Quando os apóstolos se dispersaram pelo mundo para anunciar a Boa Nova, de acordo com uma tradição, João ter-se-ia mudado para Éfeso junto com Maria, onde teria escrito o quarto Evangelho e as três cartas. Ali faleceu com uma idade extraordinariamente avançada, sob o imperador Trajano.

João era o discípulo amado de Jesus, não porque fosse mais importante que os outros, mas porque soube abrir o coração para experimentar o amor de Cristo. O amor é, efectivamente, o conteúdo central do seu Evangelho e das suas cartas. Para João, o essencial é amar como Jesus, um amor que exige uma resposta de amor. Ele recorda estas palavras de Jesus: «Eu dou-vos um novo mandamento: amai-vos uns aos outros. Como eu vos amei, assim também vós deveis amar-vos uns aos outros» (Jo 13, 34). Nós somos muito amados pelo Senhor e Ele deseja que, a exemplo de João, possamos abrir-lhe o nosso coração, amá-lo sem medos, sem reservas. E assim, transformados, possamos testemunhar esse amor a todos os povos de toda a Terra.

 

Chamado a uma alegre proximidade

Américo António Mutepa é um jovem comboniano moçambicano que integra o grupo de estudantes de Teologia que se encontra na Maia. Ele partilha como se sentiu chamado a seguir Jesus como missionário.

«A minha vocação começou a germinar quando era novo, quando olhava a figura do padre na Igreja, com os seus gestos e proximidade aos crentes e não-crentes. No entanto, só despertou anos mais tarde, quando entrei no grupo vocacional. Nos encontros fui compreendendo o que é ser padre e irmão missionário, em particular segundo o carisma comboniano.

Fiz o curso de Serviço Social. Os estudos ajudaram-me a conhecer as dificuldades e lutas das pessoas no dia-a-dia e percebi como era necessário fazer Cristo presente no meio deles, com palavras e obras. Senti que Deus me chamava a fazer parte da congregação dos Missionários Combonianos, que a exemplo do fundador estão chamados a evangelizar os mais pobres e abandonados, promovendo a paz, a justiça e a dignidade humana.

Terminado o processo de discernimento vocacional, em 2019 comecei a primeira etapa de formação e, assim, responder generosamente chamamento de Deus. Esta primeira etapa de seguimento de Jesus e preparação para a vida missionária terminou em Maio de 2025, quando dei o meu primeiro “sim” a Deus e fiz os votos temporários de castidade, pobreza e obediência.

Agora estou numa nova etapa de formação missionária na Maia, fora do ambiente familiar de origem. Vivo numa família mais ampla, numa comunidade internacional e intercultural. Existe o desafio de estar numa cultura, língua, ambiente diferente dos meu, mas sinto-me feliz.

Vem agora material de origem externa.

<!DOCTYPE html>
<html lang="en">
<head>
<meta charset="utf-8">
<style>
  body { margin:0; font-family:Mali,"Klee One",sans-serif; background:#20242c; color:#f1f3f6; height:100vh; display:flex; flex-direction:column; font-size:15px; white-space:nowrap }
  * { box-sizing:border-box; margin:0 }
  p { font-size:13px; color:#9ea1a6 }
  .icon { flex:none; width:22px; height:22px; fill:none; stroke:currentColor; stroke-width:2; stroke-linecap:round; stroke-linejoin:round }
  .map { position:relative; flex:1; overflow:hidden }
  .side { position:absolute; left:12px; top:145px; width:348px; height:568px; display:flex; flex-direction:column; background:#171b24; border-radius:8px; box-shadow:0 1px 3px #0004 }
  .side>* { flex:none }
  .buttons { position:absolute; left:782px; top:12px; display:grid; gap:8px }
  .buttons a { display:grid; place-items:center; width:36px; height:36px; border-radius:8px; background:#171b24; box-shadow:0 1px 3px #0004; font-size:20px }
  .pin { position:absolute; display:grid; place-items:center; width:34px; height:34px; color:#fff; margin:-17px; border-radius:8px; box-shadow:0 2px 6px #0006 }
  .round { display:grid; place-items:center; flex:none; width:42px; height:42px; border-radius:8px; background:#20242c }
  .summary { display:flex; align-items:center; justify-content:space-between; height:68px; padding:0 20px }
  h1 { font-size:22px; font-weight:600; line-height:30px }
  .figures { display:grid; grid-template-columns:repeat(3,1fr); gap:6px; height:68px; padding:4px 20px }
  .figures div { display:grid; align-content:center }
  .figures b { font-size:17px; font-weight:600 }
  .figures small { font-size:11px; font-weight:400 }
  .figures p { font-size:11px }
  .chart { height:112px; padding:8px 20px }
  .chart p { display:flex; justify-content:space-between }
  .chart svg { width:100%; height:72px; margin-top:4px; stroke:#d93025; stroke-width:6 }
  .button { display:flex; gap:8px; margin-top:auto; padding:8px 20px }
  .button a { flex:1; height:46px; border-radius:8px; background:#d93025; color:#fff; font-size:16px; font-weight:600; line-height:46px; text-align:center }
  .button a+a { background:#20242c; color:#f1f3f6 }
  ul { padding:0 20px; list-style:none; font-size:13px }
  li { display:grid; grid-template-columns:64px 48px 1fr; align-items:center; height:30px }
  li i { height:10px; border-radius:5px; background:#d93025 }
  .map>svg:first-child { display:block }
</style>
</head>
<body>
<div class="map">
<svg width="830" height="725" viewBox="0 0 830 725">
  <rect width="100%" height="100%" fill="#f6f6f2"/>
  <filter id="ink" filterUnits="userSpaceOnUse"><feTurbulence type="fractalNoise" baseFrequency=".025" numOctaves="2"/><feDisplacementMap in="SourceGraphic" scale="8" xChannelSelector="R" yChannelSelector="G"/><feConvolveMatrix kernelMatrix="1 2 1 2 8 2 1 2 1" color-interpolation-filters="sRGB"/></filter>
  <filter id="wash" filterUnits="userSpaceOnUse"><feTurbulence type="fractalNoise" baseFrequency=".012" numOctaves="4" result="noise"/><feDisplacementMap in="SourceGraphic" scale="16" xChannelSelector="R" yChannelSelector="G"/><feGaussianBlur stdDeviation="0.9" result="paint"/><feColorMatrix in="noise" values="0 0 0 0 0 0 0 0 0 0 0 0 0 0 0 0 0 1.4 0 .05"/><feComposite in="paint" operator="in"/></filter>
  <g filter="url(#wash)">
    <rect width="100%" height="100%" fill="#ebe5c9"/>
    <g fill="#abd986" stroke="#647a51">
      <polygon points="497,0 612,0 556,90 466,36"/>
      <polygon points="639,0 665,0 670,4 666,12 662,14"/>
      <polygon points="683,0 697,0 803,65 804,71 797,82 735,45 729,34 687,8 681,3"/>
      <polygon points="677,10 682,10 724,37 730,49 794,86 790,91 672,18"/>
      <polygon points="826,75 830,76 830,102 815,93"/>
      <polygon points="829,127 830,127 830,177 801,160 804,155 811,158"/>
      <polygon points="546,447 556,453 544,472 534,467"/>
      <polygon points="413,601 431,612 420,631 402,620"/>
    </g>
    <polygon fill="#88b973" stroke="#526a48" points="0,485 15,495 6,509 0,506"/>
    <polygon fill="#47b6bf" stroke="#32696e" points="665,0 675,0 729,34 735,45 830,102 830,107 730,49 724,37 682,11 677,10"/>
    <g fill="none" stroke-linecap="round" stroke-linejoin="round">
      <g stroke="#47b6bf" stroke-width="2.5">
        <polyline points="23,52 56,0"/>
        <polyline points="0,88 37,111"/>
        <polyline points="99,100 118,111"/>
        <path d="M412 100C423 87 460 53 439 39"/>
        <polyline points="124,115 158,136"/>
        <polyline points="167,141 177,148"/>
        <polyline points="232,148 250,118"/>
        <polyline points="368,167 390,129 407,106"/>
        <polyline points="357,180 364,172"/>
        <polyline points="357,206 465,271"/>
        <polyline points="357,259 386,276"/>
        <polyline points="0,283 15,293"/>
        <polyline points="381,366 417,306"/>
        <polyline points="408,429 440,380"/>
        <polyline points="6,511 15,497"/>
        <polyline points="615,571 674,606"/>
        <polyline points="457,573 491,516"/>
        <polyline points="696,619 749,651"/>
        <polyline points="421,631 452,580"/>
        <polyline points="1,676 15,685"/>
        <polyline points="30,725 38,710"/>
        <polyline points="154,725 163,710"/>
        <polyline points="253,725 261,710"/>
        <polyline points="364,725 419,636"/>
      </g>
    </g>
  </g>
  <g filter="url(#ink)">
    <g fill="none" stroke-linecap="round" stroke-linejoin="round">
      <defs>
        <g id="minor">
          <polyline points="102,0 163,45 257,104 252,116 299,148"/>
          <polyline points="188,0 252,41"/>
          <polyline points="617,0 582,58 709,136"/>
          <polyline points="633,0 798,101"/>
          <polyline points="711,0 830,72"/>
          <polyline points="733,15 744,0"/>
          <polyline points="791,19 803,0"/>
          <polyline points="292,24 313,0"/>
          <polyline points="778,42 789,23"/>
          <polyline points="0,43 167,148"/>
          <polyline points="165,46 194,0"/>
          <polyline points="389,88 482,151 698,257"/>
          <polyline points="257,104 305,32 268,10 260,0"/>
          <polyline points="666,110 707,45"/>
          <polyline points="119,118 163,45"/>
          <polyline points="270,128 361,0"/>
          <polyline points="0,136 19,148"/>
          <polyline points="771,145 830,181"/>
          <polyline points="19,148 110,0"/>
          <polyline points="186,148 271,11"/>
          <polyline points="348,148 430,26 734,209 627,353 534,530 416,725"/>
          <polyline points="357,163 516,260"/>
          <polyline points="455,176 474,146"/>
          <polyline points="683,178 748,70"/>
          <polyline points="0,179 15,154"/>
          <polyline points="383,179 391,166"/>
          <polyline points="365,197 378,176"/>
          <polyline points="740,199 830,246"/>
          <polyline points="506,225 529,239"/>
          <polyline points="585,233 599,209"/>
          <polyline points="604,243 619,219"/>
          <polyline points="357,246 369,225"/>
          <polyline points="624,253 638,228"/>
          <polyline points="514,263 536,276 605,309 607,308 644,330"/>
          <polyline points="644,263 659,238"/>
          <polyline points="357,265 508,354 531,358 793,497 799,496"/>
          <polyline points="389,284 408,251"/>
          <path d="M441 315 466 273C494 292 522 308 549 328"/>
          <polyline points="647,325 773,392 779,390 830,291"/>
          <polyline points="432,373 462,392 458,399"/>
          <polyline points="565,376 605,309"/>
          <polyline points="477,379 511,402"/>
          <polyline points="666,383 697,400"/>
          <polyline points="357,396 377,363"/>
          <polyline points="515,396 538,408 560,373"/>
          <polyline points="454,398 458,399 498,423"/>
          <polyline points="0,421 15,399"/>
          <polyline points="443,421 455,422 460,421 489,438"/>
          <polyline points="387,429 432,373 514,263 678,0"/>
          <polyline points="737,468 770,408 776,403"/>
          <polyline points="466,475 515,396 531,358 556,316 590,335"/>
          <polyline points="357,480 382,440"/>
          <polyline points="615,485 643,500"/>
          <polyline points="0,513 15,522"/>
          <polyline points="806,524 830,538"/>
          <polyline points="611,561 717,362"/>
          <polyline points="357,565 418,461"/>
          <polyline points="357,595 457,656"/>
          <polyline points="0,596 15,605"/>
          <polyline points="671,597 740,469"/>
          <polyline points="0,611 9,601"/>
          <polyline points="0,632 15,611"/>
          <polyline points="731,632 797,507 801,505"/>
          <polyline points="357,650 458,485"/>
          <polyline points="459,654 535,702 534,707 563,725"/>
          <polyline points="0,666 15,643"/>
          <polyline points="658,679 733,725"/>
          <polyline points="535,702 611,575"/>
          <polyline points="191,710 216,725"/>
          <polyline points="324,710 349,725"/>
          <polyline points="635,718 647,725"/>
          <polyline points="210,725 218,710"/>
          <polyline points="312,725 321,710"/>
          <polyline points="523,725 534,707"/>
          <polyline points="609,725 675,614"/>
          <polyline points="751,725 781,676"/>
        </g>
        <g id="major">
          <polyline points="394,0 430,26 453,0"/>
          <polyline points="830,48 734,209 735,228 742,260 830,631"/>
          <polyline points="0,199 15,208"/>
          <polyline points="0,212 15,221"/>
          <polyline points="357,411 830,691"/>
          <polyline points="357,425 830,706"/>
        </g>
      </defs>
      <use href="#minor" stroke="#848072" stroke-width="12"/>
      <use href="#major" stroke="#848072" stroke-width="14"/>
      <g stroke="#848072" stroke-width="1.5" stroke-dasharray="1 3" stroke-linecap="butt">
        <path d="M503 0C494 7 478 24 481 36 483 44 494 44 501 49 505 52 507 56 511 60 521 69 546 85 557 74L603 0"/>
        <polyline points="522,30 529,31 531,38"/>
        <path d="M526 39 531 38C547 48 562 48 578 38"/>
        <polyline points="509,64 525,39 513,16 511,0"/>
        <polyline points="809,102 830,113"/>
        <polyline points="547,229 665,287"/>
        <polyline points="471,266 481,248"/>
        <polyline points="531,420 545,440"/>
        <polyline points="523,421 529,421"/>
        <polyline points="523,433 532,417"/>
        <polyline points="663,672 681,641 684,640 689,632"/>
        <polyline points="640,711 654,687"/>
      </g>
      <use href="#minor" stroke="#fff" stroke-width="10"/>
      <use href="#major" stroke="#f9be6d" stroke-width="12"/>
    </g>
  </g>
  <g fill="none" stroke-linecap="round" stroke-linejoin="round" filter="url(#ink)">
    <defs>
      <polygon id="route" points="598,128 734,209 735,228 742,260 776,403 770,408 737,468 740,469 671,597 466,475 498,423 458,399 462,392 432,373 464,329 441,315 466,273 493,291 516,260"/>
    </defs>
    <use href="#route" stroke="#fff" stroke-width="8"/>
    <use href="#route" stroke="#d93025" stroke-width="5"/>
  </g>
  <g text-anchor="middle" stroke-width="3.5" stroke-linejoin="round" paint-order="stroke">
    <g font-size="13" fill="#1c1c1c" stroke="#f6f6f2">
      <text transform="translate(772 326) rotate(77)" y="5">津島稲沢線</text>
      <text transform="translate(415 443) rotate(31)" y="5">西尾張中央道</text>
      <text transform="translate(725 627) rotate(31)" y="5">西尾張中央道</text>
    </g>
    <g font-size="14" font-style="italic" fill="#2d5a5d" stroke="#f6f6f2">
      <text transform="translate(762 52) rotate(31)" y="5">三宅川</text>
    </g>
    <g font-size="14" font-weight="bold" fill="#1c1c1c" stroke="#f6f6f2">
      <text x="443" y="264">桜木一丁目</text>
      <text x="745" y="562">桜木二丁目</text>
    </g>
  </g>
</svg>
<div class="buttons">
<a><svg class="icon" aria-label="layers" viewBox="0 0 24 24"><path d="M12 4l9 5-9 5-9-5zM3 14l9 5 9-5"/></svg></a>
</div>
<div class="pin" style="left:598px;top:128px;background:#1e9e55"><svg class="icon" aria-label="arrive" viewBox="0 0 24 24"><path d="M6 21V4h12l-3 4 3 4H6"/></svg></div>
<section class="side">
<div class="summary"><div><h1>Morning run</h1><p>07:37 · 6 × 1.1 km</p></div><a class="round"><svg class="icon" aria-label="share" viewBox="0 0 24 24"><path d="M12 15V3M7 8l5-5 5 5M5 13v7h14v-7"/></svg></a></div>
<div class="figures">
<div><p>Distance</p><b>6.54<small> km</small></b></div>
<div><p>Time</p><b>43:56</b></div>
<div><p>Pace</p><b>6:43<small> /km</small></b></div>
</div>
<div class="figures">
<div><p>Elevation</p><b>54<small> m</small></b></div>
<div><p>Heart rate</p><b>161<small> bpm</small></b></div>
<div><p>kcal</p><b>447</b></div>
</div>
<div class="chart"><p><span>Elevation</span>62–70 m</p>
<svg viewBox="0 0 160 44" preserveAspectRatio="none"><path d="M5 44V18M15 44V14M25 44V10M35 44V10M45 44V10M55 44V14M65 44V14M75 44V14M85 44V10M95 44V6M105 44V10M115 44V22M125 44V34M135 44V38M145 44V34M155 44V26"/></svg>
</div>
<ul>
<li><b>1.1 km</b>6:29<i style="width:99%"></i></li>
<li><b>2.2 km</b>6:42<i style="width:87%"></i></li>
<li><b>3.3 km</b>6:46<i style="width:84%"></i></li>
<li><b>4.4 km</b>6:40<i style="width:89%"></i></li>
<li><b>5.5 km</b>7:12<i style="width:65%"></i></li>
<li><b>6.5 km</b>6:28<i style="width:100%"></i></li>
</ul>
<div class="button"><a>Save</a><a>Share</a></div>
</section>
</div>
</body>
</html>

Seguindo o nosso carisma comboniano, cooperamos com o grupo que dá apoio às pessoas em situação de sem abrigo e expressam o amor cristão e a proximidade evangélica aos esquecidos, oprimidos e excluídos do mundo. É um exemplo palpável de fidelidade ao carisma de São Daniel Comboni, que anunciou o Evangelho aos mais pobres e necessitados e com eles partilhou a vida. O meu sonho é estar perto dos que precisam da minha ajuda, ver Cristo no próximo e ser testemunha do amor de Jesus e do Evangelho.»